We're loving how fruit brings energy and freshness to floral design. A pop of lemon beside pale tulips, or the waxy gloss of green apples nestled in foliage, it's a style that celebrates abundance and brings the joy of spring indoors.
Citrus as Your Canvas
One of our favourite techniques? Using citrus as both vessel and design element. Hollowed-out grapefruits and blood oranges become natural containers for bold blooms like dahlias and poppies, their vibrant orange-red petals echoing the fruit's warm tones.

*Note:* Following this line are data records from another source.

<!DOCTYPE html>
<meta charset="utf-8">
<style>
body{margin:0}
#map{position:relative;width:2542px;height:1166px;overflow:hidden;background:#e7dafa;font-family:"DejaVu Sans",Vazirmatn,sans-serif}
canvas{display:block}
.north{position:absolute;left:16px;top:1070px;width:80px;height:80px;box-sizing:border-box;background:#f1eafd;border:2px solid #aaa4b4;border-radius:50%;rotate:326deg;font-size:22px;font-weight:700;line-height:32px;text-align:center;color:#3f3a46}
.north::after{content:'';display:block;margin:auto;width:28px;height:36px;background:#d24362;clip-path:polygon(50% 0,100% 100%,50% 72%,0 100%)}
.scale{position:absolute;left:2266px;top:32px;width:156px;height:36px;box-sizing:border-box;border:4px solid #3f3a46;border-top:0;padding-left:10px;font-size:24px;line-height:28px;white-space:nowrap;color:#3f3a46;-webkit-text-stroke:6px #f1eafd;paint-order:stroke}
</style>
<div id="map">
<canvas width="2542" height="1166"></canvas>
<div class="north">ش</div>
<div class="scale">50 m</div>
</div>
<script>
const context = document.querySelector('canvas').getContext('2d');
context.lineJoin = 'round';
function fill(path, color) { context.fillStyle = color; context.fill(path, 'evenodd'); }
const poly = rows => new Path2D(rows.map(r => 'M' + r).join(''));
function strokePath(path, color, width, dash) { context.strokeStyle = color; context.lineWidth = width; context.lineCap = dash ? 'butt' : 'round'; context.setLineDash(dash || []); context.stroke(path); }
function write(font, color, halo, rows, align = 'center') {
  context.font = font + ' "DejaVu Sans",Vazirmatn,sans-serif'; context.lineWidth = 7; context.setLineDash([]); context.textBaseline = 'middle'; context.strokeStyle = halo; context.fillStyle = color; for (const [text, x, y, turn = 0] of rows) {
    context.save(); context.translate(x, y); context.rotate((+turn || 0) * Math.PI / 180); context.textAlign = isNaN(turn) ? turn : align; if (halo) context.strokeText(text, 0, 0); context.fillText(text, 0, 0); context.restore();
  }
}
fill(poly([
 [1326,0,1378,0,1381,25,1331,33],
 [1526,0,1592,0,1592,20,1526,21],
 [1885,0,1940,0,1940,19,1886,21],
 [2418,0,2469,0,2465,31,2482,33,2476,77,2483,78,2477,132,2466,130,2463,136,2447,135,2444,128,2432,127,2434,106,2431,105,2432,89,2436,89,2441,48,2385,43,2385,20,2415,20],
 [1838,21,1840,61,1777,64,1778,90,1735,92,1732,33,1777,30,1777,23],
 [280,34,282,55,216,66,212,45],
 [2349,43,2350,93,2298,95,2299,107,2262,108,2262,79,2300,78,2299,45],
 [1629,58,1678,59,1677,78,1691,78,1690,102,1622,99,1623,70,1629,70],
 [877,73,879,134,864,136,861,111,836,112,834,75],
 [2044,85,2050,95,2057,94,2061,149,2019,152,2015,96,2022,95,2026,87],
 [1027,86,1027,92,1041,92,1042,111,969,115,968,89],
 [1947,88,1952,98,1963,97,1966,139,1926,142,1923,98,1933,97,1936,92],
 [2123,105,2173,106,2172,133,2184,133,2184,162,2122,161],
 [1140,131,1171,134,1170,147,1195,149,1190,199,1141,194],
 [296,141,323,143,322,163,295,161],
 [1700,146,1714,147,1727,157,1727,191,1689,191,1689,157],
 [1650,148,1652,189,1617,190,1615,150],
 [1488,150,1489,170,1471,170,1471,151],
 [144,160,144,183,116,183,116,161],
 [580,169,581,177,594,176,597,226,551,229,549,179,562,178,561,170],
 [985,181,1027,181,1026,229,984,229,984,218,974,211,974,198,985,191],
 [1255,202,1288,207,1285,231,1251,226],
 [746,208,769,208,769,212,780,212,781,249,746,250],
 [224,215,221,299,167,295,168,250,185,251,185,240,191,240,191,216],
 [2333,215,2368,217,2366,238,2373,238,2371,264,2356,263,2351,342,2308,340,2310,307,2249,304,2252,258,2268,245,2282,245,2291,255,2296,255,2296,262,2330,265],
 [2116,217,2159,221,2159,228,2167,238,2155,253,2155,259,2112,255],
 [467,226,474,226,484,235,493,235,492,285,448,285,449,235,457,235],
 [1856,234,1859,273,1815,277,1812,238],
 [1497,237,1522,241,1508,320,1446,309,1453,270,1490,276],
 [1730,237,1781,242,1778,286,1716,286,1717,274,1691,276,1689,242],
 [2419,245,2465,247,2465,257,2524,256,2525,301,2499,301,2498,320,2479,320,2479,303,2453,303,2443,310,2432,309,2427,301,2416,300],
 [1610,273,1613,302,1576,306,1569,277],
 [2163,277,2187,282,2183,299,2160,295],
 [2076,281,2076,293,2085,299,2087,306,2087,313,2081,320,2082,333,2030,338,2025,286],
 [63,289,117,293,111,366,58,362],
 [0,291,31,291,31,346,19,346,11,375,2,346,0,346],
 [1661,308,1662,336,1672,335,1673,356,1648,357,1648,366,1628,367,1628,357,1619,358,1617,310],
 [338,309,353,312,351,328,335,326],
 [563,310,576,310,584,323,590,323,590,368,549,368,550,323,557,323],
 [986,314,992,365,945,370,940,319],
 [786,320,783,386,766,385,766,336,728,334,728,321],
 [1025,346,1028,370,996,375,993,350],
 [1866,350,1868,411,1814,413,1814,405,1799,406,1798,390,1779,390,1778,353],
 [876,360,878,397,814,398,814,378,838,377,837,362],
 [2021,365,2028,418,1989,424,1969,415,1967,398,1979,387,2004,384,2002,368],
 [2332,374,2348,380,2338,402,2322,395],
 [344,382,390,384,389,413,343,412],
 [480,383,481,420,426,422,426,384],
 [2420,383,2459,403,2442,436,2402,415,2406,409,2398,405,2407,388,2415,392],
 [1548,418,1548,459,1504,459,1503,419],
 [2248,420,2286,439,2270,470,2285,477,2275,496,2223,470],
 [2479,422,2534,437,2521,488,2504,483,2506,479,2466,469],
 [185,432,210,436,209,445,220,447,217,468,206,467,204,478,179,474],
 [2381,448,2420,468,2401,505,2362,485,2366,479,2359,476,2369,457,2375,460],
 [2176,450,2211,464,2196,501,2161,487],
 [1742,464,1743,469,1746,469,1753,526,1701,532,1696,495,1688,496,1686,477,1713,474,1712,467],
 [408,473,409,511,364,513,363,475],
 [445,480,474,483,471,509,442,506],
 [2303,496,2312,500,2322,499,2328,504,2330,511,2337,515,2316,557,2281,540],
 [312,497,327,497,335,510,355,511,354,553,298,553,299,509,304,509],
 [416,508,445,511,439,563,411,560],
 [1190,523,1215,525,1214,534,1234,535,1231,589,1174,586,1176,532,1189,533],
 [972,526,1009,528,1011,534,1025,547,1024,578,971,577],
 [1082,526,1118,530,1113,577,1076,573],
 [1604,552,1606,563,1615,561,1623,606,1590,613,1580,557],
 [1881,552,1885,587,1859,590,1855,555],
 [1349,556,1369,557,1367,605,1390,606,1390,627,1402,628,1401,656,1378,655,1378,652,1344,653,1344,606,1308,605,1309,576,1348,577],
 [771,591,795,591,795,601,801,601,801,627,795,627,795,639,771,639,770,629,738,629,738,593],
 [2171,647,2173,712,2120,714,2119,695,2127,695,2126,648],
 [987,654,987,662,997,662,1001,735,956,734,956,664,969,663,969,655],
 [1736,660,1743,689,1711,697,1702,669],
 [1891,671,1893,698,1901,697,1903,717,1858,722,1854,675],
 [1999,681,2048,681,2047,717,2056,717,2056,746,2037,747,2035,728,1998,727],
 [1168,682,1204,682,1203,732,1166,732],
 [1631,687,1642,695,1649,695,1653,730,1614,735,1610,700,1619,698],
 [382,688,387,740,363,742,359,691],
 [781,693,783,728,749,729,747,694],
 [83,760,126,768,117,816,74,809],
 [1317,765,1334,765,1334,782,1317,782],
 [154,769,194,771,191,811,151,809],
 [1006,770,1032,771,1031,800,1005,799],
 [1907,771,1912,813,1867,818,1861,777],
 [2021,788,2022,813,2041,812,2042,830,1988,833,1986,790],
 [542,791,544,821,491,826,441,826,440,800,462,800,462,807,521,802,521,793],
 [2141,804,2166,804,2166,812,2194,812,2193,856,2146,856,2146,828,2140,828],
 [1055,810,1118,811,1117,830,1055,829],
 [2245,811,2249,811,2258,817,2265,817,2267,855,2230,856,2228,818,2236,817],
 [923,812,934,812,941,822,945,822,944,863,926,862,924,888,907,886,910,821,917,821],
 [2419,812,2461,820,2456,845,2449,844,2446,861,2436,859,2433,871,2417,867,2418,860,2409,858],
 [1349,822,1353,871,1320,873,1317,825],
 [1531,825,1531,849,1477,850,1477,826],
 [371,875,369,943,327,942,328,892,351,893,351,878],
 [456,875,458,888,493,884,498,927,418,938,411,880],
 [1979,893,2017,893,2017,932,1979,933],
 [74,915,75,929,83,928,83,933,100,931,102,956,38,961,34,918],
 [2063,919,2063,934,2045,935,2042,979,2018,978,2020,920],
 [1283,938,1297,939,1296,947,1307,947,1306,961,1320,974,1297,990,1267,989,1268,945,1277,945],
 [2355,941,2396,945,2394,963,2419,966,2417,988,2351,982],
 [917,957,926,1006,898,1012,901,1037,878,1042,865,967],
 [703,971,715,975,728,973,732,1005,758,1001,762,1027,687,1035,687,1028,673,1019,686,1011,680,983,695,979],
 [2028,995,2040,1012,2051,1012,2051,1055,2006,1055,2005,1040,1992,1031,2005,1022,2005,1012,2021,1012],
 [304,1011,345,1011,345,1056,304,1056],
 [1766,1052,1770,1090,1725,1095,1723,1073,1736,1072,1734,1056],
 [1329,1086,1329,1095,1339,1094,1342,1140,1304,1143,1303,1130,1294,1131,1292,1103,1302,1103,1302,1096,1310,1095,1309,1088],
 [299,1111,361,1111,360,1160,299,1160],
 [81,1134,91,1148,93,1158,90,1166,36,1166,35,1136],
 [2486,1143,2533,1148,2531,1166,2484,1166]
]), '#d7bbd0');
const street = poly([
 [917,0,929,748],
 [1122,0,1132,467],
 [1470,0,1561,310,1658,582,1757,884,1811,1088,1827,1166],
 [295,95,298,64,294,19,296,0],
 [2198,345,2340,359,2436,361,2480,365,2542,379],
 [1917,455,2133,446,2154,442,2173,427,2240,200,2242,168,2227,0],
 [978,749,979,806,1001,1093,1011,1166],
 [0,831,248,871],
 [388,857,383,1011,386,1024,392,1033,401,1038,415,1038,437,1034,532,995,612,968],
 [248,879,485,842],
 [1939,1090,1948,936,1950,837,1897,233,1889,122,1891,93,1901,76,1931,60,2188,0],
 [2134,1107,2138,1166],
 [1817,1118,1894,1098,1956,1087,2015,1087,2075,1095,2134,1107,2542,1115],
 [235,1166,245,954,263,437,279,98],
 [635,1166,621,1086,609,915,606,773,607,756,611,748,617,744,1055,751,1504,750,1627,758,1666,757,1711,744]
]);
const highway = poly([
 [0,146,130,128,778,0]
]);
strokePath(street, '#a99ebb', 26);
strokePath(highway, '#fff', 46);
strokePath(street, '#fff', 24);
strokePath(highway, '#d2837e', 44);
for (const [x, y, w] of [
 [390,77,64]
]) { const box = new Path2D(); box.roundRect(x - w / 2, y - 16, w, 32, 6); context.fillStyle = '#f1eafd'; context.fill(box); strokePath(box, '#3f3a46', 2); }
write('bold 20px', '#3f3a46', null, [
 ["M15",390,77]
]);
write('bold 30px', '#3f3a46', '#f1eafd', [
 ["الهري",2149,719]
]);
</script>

The citrus acts as a striking focal point while adding natural fragrance to your arrangement.
Mechanics & Wired Accents
Take it further by wiring sliced lemons and limes directly into arrangements. Thread floral wire through citrus slices and secure them among delicate blooms like chamomile, forget-me-nots, and field daisies.
The translucent quality of backlit citrus adds an unexpected modern touch to cottage garden-style florals.

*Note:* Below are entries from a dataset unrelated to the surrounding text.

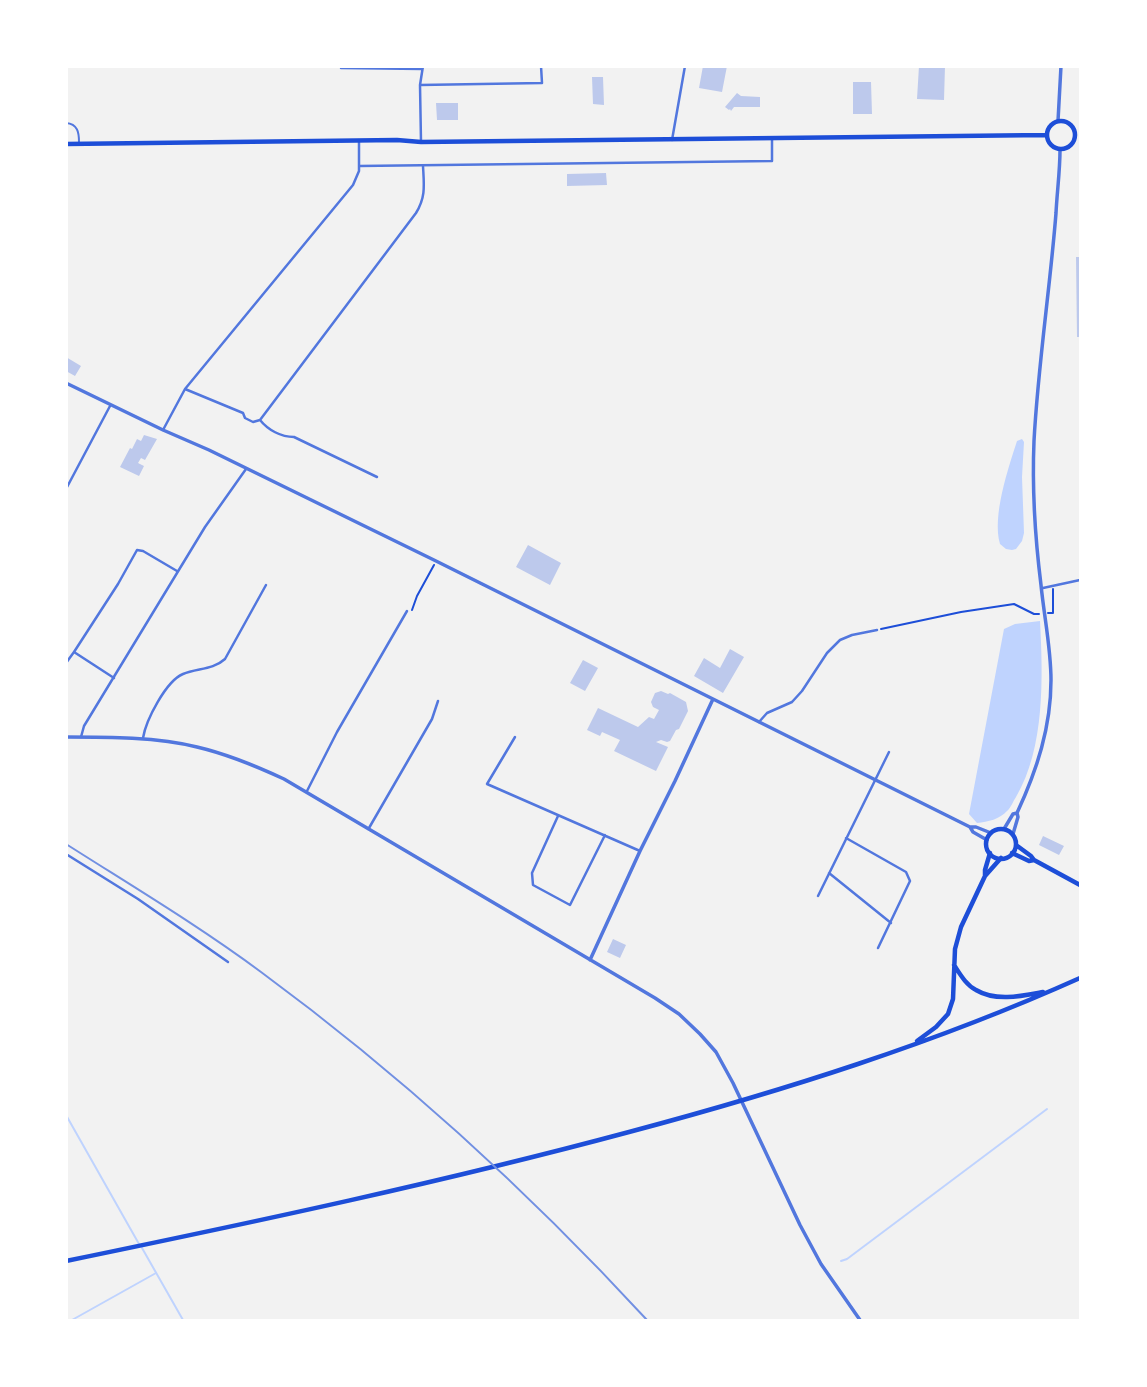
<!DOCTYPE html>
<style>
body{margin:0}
#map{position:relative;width:1147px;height:1387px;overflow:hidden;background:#f2f2f2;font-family:Quicksand,sans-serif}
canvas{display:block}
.frame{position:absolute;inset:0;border:68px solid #fff;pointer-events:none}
</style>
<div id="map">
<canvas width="1147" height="1387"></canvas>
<div class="frame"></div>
</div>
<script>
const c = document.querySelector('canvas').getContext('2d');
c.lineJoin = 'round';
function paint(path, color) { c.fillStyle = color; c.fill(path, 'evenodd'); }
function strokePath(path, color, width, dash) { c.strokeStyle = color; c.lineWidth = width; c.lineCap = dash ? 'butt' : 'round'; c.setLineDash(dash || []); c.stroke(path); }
const water = new Path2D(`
 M1022,439L1024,442L1022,477L1024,533L1022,541L1016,549L1012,550L1006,549L1000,544C992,516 1008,469 1017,441Z
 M1040,621C1043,677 1045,748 1016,797C1013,801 1011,808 1007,811C1000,819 988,822 977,823L969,814L1004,629L1015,624Z`);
const stream = new Path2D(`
 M66,1115L139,1244
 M142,1248L183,1320
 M841,1261L847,1259L1047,1109
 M72,1320L156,1273`);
const building = new Path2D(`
 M703,66H727L722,92L699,88Z
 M919,66H945L944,100L917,99Z
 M592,77H603L604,105L593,104Z
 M853,82H871L872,114H853Z
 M737,93L741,96L760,97V107H734L731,111L730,109L729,110L725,107Z
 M436,103H458V120H437Z
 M606,173L607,185L567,186V174Z
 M1076,257H1080V337H1077Z
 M66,357L81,366L75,376L66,371Z
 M144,435L157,439L145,460L141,458L138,463L144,466L139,476L120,467L130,448L132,449L137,439L141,441Z
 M528,545L561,563L550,585L516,567Z
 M730,649L744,657L723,693L694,676L704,658L720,668Z
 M583,660L598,668L585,691L570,683Z
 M661,691L668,694L670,693L686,702L688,711L679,729L676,730L670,741L667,742L661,740L656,742L668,747L656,771L614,751L620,740L602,732L600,736L587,730L598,708L638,727L649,717L654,719L659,710L653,707L651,702L655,693Z
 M1043,836L1064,846L1059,855L1039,845Z
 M613,939L626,945L620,958L607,952Z`);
const path = new Path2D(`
 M412,610L417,596L434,565
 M1048,613H1053V589
 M881,629L961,612L1014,604L1034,614H1039`);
const service = new Path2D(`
 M66,123C78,124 79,133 79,142`);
const minor = new Path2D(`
 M341,66V68L422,69
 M420,85L542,83L541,66
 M672,140L685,66
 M421,142L420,85L423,66
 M359,166L772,161V138
 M185,389L243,413L245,418L253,422L260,420C268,430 281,437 294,437L377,477
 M260,420L416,213C426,197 424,185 423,166
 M163,430L185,389L353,185L359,171V142
 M66,489L110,406
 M1043,588L1080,580
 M66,663L74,652
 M114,678L74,652L118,584L137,550L143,551L177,571
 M759,722L767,713L792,702L802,691L827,653L840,640L852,635L877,630
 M81,737L84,726L205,527L246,469
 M515,737L487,784L640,851
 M143,738C146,720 166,681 183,674C197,668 213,670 225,659L266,585
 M307,791L337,732L407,611
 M558,816L532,873L533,885L570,905L605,835
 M369,828L432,719L438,701
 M846,838L906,872L910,881L878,948
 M66,854L138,899L228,962
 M829,873L891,923
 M818,896L889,752`);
const tertiary = new Path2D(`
 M1058,121L1061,66
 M66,383L163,430L209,450L436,561L970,827H976L991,833
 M66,737C107,737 158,737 197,747C227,754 256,766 284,779L655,998L679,1014L700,1034L716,1052L733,1083L800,1225L821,1264L860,1320
 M970,827L973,832L987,840
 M1004,829L1013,814L1017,813C1037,770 1051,727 1051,680C1051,648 1044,616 1041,585C1035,537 1032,489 1034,441C1038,365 1050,289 1056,213C1057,192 1060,171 1060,150
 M1013,834L1018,817L1017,813
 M590,960L640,851L675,781L713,699`);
const secondary = new Path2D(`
 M1047 135a14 14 0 1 1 28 0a14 14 0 1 1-28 0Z
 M66,144L397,140L421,142L1046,135`);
const primary = new Path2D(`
 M986 844a15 15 0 1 1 30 0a15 15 0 1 1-30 0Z
 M1016,845L1031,856L1034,860L1080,885
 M1012,853L1029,861L1034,860`);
const trunk = new Path2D(`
 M985,875V870L990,853
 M954,965C960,974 966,985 976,990C996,1002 1022,996 1043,992
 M917,1041L936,1027L948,1014L953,999L955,949L961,927L985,876L1001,858
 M66,1261C255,1222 443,1182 629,1132C783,1091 935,1043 1080,978`);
const rail = new Path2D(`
 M66,844C132,886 199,926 261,972C401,1075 530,1193 647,1320`);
paint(water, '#bfd3fe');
strokePath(stream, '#bfd3fe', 2);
paint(building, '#bdc9ec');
strokePath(path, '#1d4ed8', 2);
strokePath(service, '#5277de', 2);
strokePath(minor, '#5277de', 2.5);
strokePath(tertiary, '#5277de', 3.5);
strokePath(secondary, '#1d4ed8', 4.5);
strokePath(primary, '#1d4ed8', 4.5);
strokePath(trunk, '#1d4ed8', 4.5);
strokePath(rail, '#7290e2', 2);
</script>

Secure heavier fruit using skewers, floral picks, or wire, anchoring pieces into your base or chicken wire. To protect blooms from ethylene gas, add a layer of foliage between fruit and florals. For hollow-fruit vessels, place a smaller vial inside to hold stems.
Design Tips
Firm-skinned fruit like apples and whole citrus can last up to five days, while cut citrus and berries are more suited to single day event pieces. Try fruiting branches (kumquat, lemon, olive) for height, or mini pineapples, they come with stems and can be added like blooms.
Pair fruit with textural elements like green trick dianthus and kale. Round blooms, dahlias, peonies, ranunculus, mirror fruit's natural curves, while trailing foliage keeps designs organic.
Spring is the season of renewal, and this trend captures that spirit perfectly. It’s fresh, full, and a little bit unexpected.